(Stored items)
━━━━━━━━━━

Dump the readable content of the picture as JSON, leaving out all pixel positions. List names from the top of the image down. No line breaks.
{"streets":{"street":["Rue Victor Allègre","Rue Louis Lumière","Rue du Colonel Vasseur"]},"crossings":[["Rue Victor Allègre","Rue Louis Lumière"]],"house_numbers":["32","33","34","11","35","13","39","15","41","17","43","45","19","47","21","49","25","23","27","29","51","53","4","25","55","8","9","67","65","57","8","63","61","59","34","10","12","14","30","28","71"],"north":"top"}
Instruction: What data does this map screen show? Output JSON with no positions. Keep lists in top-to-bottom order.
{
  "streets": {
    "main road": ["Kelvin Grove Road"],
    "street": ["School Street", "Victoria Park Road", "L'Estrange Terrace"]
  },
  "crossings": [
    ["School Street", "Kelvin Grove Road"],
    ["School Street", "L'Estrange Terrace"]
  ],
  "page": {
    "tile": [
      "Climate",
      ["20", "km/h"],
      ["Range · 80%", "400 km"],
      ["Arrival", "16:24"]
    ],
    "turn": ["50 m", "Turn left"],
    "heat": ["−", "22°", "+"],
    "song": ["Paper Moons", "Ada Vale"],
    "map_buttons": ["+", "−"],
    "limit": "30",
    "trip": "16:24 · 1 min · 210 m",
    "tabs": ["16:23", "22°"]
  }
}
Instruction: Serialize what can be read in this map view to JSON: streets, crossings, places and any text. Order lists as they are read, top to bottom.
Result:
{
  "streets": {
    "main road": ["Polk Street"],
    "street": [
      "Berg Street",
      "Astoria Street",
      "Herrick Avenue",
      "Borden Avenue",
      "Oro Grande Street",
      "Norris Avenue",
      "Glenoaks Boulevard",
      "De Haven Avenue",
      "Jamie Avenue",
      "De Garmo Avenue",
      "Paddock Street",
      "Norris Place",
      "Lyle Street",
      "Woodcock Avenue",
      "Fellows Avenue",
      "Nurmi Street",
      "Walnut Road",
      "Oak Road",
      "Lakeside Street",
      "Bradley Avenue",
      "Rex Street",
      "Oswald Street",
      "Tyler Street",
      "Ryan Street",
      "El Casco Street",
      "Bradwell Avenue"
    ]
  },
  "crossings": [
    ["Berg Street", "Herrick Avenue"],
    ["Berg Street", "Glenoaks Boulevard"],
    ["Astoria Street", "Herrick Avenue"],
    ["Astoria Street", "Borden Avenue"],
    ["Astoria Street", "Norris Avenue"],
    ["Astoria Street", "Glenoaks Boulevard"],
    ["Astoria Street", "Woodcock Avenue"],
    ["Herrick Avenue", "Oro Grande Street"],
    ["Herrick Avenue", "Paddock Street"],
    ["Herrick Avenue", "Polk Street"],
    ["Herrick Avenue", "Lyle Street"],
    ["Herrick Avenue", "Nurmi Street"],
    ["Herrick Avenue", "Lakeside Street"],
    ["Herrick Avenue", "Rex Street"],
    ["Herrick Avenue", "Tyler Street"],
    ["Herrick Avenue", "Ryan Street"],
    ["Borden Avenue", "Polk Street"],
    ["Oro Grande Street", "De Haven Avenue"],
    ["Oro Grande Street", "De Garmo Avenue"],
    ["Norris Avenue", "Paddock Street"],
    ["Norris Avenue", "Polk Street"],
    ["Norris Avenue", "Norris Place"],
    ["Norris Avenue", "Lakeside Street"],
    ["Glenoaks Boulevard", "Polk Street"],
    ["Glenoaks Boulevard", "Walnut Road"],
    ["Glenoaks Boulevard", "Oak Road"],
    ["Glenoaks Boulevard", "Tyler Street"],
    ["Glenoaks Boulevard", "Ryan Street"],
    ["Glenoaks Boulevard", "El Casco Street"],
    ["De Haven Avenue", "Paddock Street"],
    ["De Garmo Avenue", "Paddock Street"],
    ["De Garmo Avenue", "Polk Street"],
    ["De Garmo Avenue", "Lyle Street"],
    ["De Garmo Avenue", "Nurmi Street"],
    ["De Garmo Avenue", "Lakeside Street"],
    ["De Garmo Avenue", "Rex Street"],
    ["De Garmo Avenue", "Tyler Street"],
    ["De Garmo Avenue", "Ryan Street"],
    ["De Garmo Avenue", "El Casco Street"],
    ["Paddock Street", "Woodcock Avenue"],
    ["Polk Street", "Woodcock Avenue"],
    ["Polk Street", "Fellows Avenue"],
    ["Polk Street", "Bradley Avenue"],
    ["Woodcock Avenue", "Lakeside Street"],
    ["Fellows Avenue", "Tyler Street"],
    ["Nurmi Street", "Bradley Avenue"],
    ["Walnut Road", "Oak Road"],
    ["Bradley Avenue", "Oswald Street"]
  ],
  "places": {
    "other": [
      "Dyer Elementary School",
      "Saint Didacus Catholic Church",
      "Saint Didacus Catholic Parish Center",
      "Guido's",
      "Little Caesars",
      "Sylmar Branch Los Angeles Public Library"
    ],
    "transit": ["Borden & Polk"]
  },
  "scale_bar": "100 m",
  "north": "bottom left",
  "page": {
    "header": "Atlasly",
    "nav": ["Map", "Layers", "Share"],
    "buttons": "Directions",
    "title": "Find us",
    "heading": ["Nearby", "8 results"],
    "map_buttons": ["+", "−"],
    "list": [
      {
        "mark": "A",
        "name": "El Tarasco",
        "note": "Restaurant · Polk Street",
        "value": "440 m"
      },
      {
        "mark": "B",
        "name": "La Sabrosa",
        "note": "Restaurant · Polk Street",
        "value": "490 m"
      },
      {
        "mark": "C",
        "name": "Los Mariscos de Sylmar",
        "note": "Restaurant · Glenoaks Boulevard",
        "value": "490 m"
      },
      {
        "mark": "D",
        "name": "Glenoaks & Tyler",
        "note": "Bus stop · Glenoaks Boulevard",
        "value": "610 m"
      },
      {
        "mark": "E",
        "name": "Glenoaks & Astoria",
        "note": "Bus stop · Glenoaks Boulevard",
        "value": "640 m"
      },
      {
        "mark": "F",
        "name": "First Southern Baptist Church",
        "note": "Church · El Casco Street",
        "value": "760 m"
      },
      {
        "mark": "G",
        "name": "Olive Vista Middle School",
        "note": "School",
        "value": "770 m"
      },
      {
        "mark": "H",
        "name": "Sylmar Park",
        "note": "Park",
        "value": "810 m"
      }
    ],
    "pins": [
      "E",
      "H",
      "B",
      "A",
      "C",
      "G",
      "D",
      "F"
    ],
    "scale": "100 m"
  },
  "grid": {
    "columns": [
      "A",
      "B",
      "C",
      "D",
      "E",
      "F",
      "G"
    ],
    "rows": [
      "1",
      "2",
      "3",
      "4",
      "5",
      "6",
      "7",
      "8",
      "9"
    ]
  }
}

━━━━━━━━━━

▸ **GOAL OF THE EXERCISE**: From the first line to the last, retype the records exactly.

▸ **THE ANSWER**:
Dump the readable content of the picture as JSON, leaving out all pixel positions. List names from the top of the image down. No line breaks.
{"streets":{"street":["Rue Victor Allègre","Rue Louis Lumière","Rue du Colonel Vasseur"]},"crossings":[["Rue Victor Allègre","Rue Louis Lumière"]],"house_numbers":["32","33","34","11","35","13","39","15","41","17","43","45","19","47","21","49","25","23","27","29","51","53","4","25","55","8","9","67","65","57","8","63","61","59","34","10","12","14","30","28","71"],"north":"top"}
Instruction: What data does this map screen show? Output JSON with no positions. Keep lists in top-to-bottom order.
{
  "streets": {
    "main road": ["Kelvin Grove Road"],
    "street": ["School Street", "Victoria Park Road", "L'Estrange Terrace"]
  },
  "crossings": [
    ["School Street", "Kelvin Grove Road"],
    ["School Street", "L'Estrange Terrace"]
  ],
  "page": {
    "tile": [
      "Climate",
      ["20", "km/h"],
      ["Range · 80%", "400 km"],
      ["Arrival", "16:24"]
    ],
    "turn": ["50 m", "Turn left"],
    "heat": ["−", "22°", "+"],
    "song": ["Paper Moons", "Ada Vale"],
    "map_buttons": ["+", "−"],
    "limit": "30",
    "trip": "16:24 · 1 min · 210 m",
    "tabs": ["16:23", "22°"]
  }
}
Instruction: Serialize what can be read in this map view to JSON: streets, crossings, places and any text. Order lists as they are read, top to bottom.
Result:
{
  "streets": {
    "main road": ["Polk Street"],
    "street": [
      "Berg Street",
      "Astoria Street",
      "Herrick Avenue",
      "Borden Avenue",
      "Oro Grande Street",
      "Norris Avenue",
      "Glenoaks Boulevard",
      "De Haven Avenue",
      "Jamie Avenue",
      "De Garmo Avenue",
      "Paddock Street",
      "Norris Place",
      "Lyle Street",
      "Woodcock Avenue",
      "Fellows Avenue",
      "Nurmi Street",
      "Walnut Road",
      "Oak Road",
      "Lakeside Street",
      "Bradley Avenue",
      "Rex Street",
      "Oswald Street",
      "Tyler Street",
      "Ryan Street",
      "El Casco Street",
      "Bradwell Avenue"
    ]
  },
  "crossings": [
    ["Berg Street", "Herrick Avenue"],
    ["Berg Street", "Glenoaks Boulevard"],
    ["Astoria Street", "Herrick Avenue"],
    ["Astoria Street", "Borden Avenue"],
    ["Astoria Street", "Norris Avenue"],
    ["Astoria Street", "Glenoaks Boulevard"],
    ["Astoria Street", "Woodcock Avenue"],
    ["Herrick Avenue", "Oro Grande Street"],
    ["Herrick Avenue", "Paddock Street"],
    ["Herrick Avenue", "Polk Street"],
    ["Herrick Avenue", "Lyle Street"],
    ["Herrick Avenue", "Nurmi Street"],
    ["Herrick Avenue", "Lakeside Street"],
    ["Herrick Avenue", "Rex Street"],
    ["Herrick Avenue", "Tyler Street"],
    ["Herrick Avenue", "Ryan Street"],
    ["Borden Avenue", "Polk Street"],
    ["Oro Grande Street", "De Haven Avenue"],
    ["Oro Grande Street", "De Garmo Avenue"],
    ["Norris Avenue", "Paddock Street"],
    ["Norris Avenue", "Polk Street"],
    ["Norris Avenue", "Norris Place"],
    ["Norris Avenue", "Lakeside Street"],
    ["Glenoaks Boulevard", "Polk Street"],
    ["Glenoaks Boulevard", "Walnut Road"],
    ["Glenoaks Boulevard", "Oak Road"],
    ["Glenoaks Boulevard", "Tyler Street"],
    ["Glenoaks Boulevard", "Ryan Street"],
    ["Glenoaks Boulevard", "El Casco Street"],
    ["De Haven Avenue", "Paddock Street"],
    ["De Garmo Avenue", "Paddock Street"],
    ["De Garmo Avenue", "Polk Street"],
    ["De Garmo Avenue", "Lyle Street"],
    ["De Garmo Avenue", "Nurmi Street"],
    ["De Garmo Avenue", "Lakeside Street"],
    ["De Garmo Avenue", "Rex Street"],
    ["De Garmo Avenue", "Tyler Street"],
    ["De Garmo Avenue", "Ryan Street"],
    ["De Garmo Avenue", "El Casco Street"],
    ["Paddock Street", "Woodcock Avenue"],
    ["Polk Street", "Woodcock Avenue"],
    ["Polk Street", "Fellows Avenue"],
    ["Polk Street", "Bradley Avenue"],
    ["Woodcock Avenue", "Lakeside Street"],
    ["Fellows Avenue", "Tyler Street"],
    ["Nurmi Street", "Bradley Avenue"],
    ["Walnut Road", "Oak Road"],
    ["Bradley Avenue", "Oswald Street"]
  ],
  "places": {
    "other": [
      "Dyer Elementary School",
      "Saint Didacus Catholic Church",
      "Saint Didacus Catholic Parish Center",
      "Guido's",
      "Little Caesars",
      "Sylmar Branch Los Angeles Public Library"
    ],
    "transit": ["Borden & Polk"]
  },
  "scale_bar": "100 m",
  "north": "bottom left",
  "page": {
    "header": "Atlasly",
    "nav": ["Map", "Layers", "Share"],
    "buttons": "Directions",
    "title": "Find us",
    "heading": ["Nearby", "8 results"],
    "map_buttons": ["+", "−"],
    "list": [
      {
        "mark": "A",
        "name": "El Tarasco",
        "note": "Restaurant · Polk Street",
        "value": "440 m"
      },
      {
        "mark": "B",
        "name": "La Sabrosa",
        "note": "Restaurant · Polk Street",
        "value": "490 m"
      },
      {
        "mark": "C",
        "name": "Los Mariscos de Sylmar",
        "note": "Restaurant · Glenoaks Boulevard",
        "value": "490 m"
      },
      {
        "mark": "D",
        "name": "Glenoaks & Tyler",
        "note": "Bus stop · Glenoaks Boulevard",
        "value": "610 m"
      },
      {
        "mark": "E",
        "name": "Glenoaks & Astoria",
        "note": "Bus stop · Glenoaks Boulevard",
        "value": "640 m"
      },
      {
        "mark": "F",
        "name": "First Southern Baptist Church",
        "note": "Church · El Casco Street",
        "value": "760 m"
      },
      {
        "mark": "G",
        "name": "Olive Vista Middle School",
        "note": "School",
        "value": "770 m"
      },
      {
        "mark": "H",
        "name": "Sylmar Park",
        "note": "Park",
        "value": "810 m"
      }
    ],
    "pins": [
      "E",
      "H",
      "B",
      "A",
      "C",
      "G",
      "D",
      "F"
    ],
    "scale": "100 m"
  },
  "grid": {
    "columns": [
      "A",
      "B",
      "C",
      "D",
      "E",
      "F",
      "G"
    ],
    "rows": [
      "1",
      "2",
      "3",
      "4",
      "5",
      "6",
      "7",
      "8",
      "9"
    ]
  }
}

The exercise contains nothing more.